=== Begin Enclosure ===

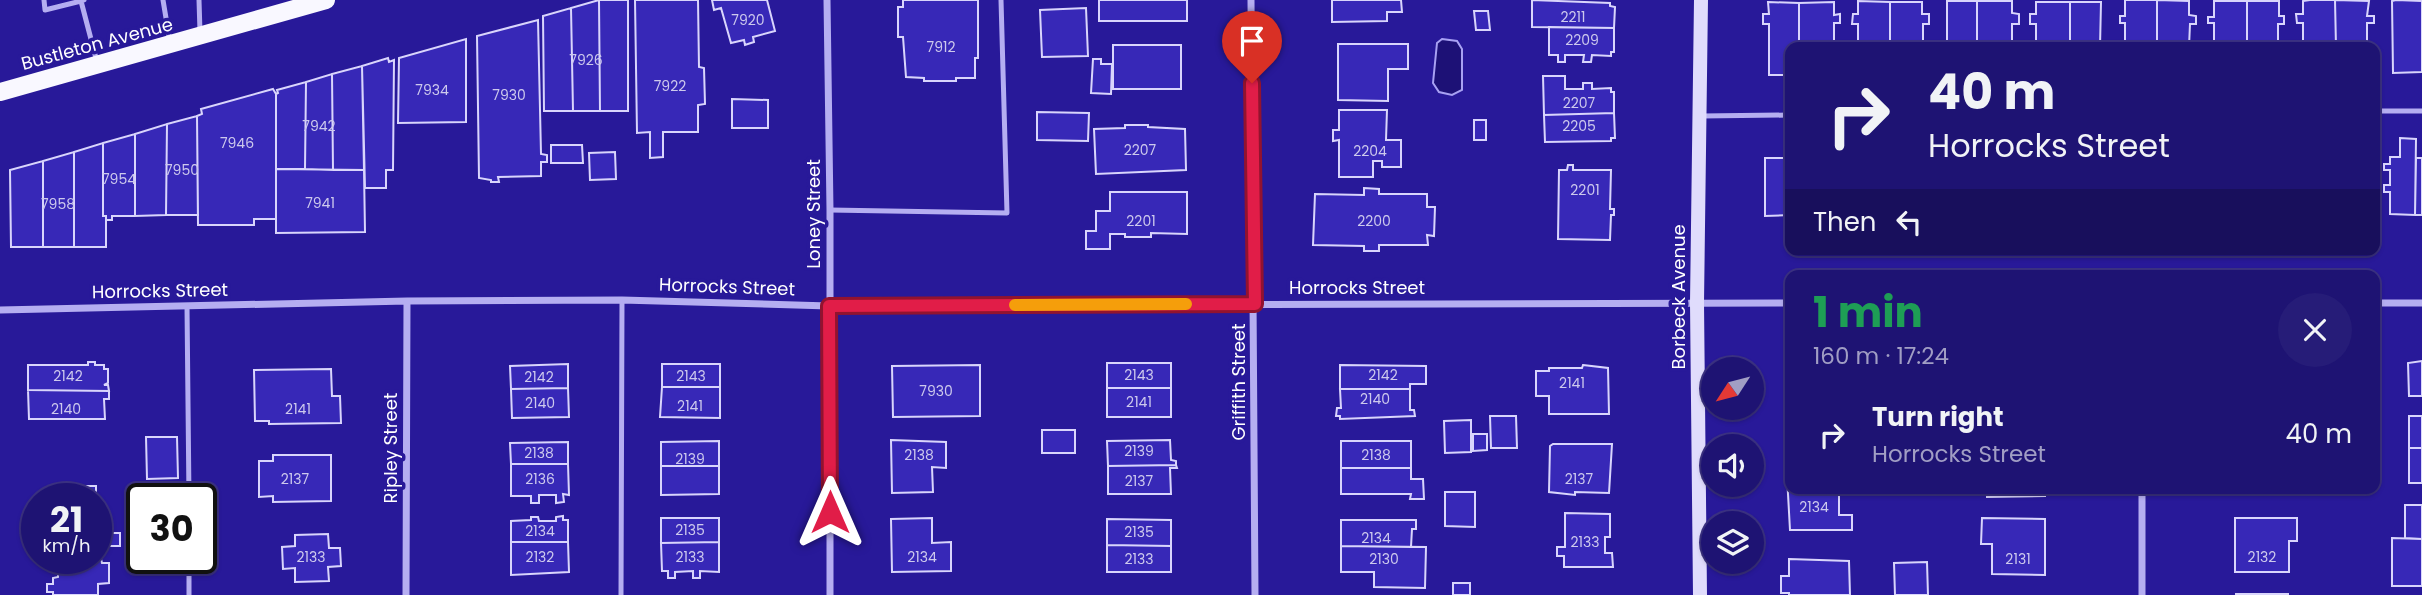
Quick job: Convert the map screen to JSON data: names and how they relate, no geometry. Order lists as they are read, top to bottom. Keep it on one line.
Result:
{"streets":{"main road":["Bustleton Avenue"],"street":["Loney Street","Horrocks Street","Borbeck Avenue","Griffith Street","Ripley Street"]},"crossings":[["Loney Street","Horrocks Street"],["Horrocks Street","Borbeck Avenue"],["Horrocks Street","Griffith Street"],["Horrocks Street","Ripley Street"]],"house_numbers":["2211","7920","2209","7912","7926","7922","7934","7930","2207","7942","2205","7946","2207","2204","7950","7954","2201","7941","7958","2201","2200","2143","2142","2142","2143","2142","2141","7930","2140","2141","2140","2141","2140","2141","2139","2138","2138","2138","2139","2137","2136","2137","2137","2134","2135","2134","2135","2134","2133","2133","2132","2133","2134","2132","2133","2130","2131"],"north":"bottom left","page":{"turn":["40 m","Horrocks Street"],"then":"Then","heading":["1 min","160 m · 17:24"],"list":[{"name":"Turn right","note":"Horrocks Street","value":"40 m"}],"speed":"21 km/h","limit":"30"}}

=== End Enclosure ===
=== Begin Enclosure ===

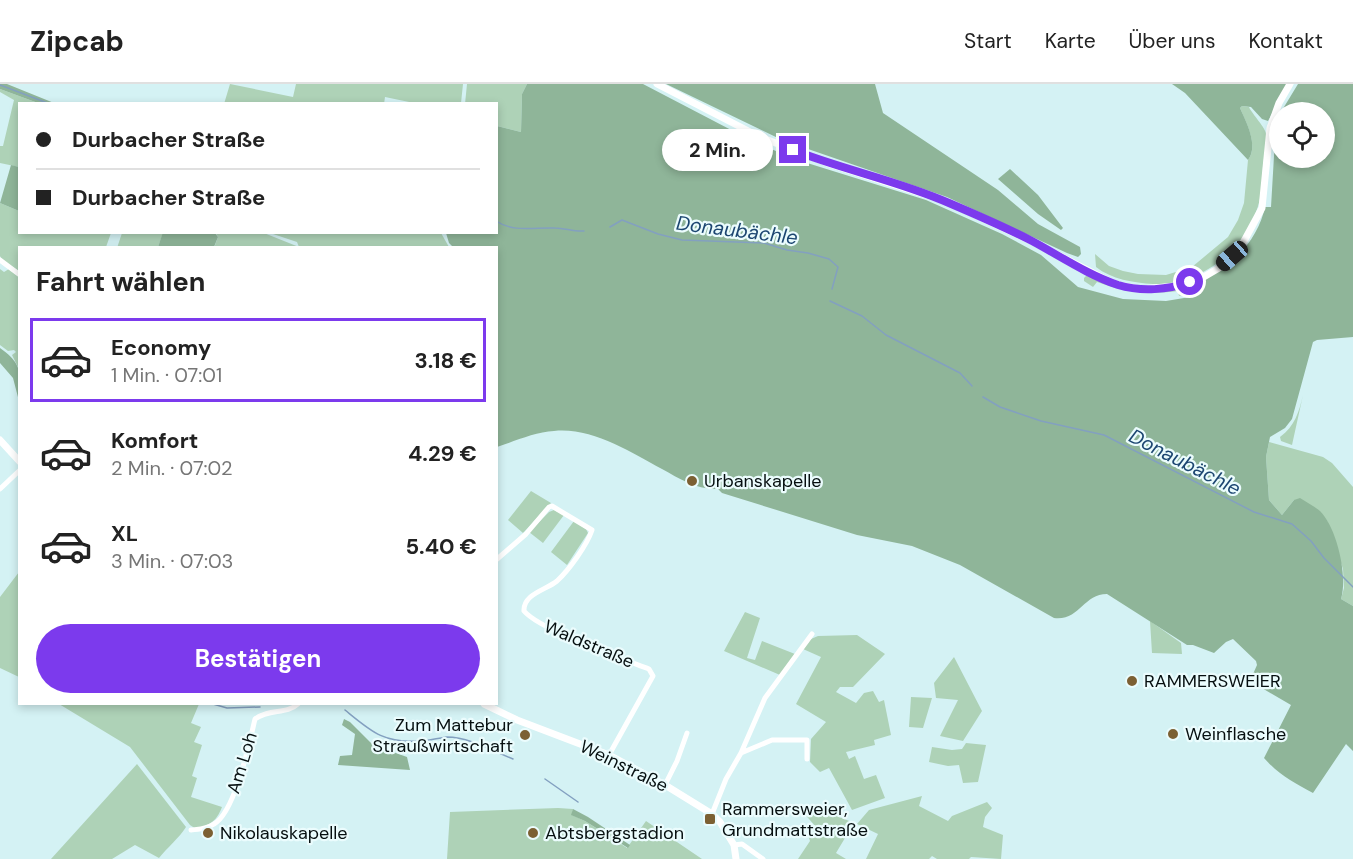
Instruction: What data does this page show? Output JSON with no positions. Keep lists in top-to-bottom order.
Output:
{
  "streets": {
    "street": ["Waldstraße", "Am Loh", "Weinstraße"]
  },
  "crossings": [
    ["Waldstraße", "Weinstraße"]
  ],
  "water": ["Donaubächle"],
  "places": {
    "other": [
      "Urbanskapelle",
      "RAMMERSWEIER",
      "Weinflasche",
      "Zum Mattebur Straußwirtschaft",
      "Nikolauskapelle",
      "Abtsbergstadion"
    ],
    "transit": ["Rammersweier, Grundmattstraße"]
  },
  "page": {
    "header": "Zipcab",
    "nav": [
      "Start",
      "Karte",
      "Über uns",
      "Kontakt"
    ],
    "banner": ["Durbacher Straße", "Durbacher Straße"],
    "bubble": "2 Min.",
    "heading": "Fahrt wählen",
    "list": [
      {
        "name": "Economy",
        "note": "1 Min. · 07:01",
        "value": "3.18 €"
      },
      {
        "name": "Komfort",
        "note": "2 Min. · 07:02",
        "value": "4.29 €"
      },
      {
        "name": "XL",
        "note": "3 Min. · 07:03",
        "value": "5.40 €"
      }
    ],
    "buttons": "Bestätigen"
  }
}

=== End Enclosure ===
=== Begin Enclosure ===

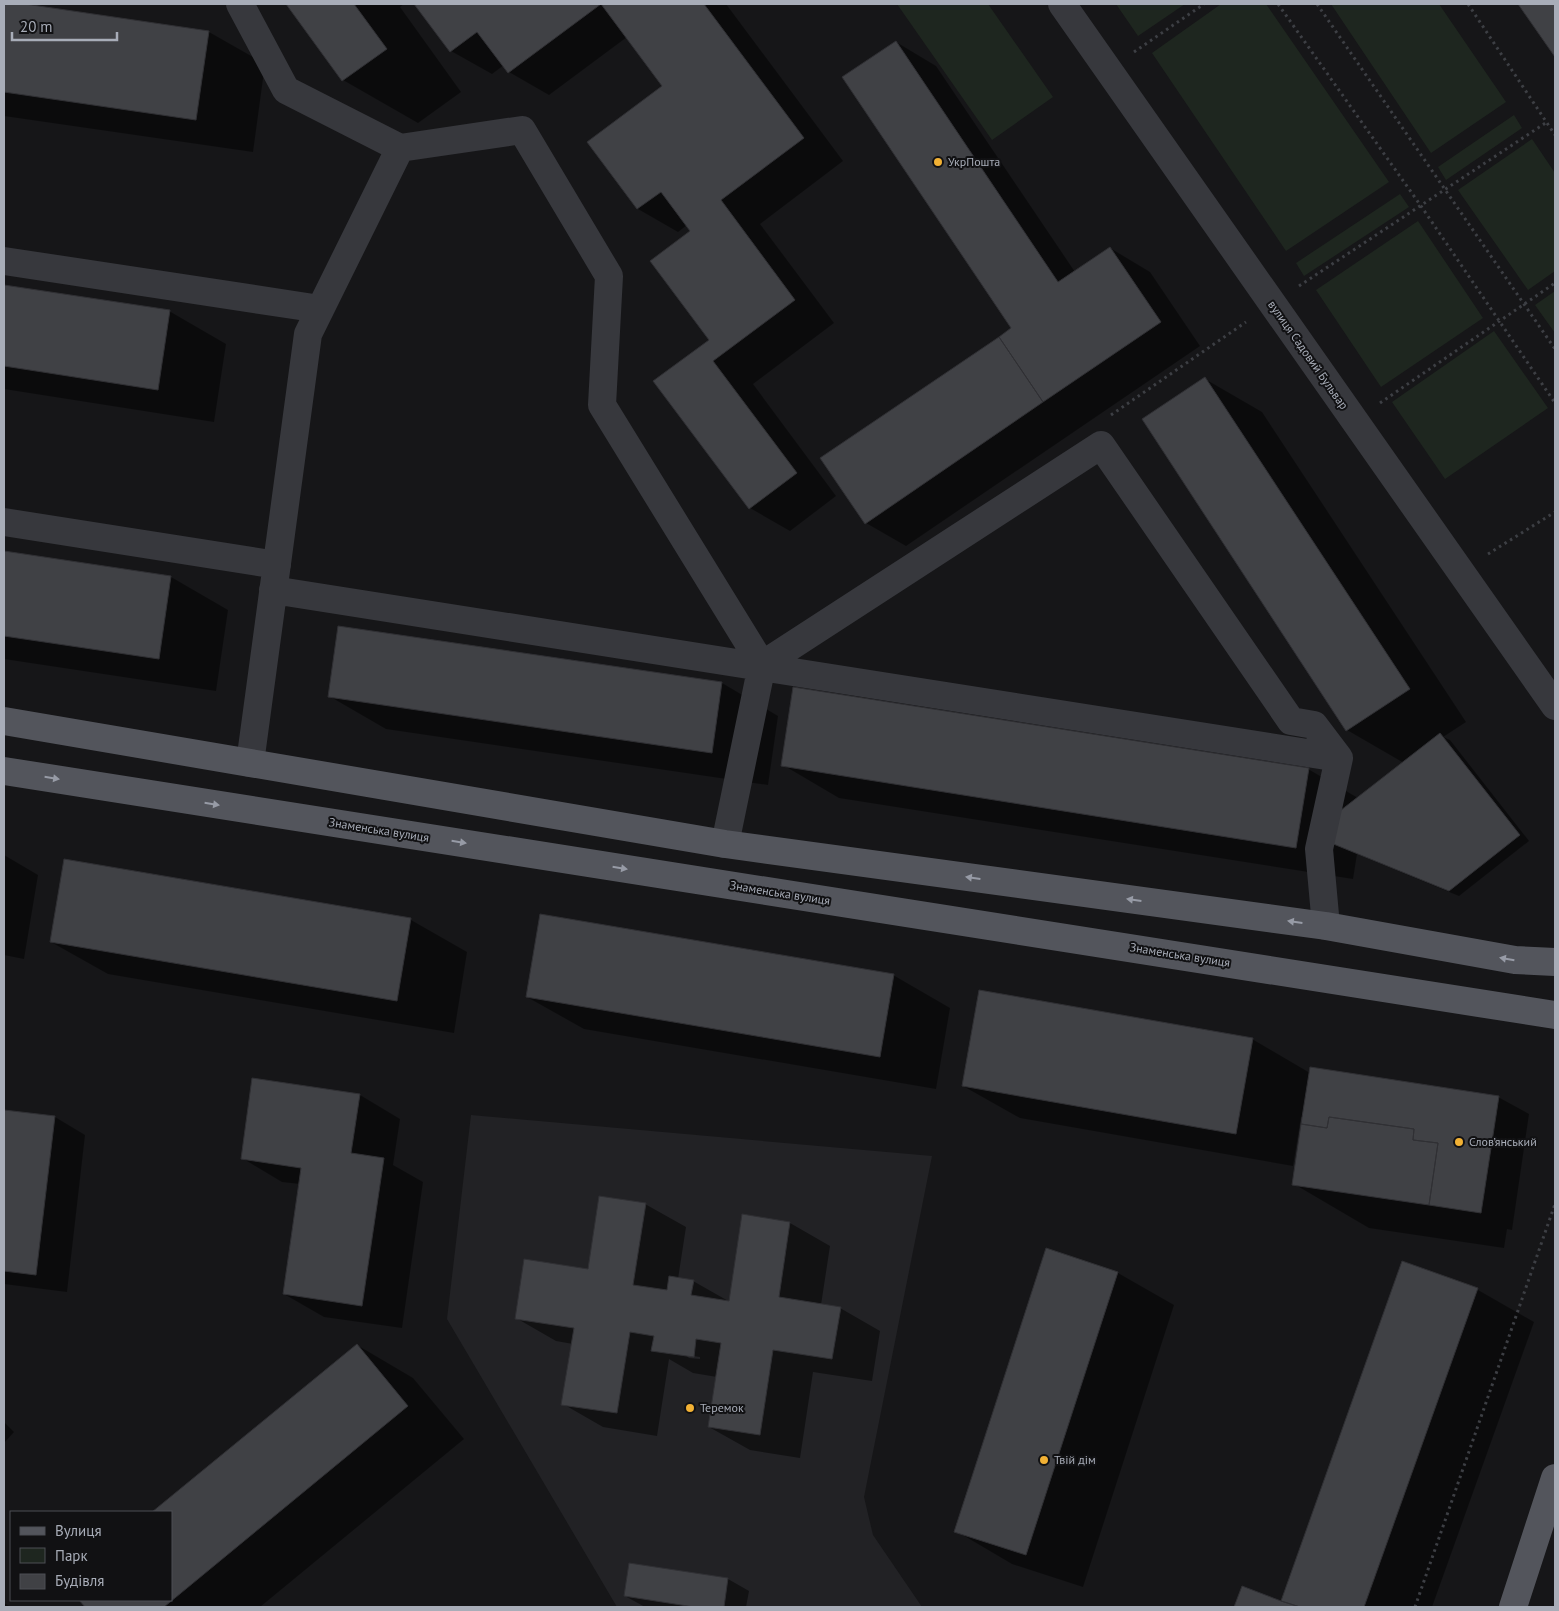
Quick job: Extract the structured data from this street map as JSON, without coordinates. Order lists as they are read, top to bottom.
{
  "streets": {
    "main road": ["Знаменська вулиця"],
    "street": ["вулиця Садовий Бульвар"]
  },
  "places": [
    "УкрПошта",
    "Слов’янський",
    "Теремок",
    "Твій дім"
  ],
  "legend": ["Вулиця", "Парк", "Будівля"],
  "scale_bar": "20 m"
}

=== End Enclosure ===

Copy all lines from the material that hold "Keep".

Quick job: Convert the map screen to JSON data: names and how they relate, no geometry. Order lists as they are read, top to bottom. Keep it on one line.
Instruction: What data does this page show? Output JSON with no positions. Keep lists in top-to-bottom order.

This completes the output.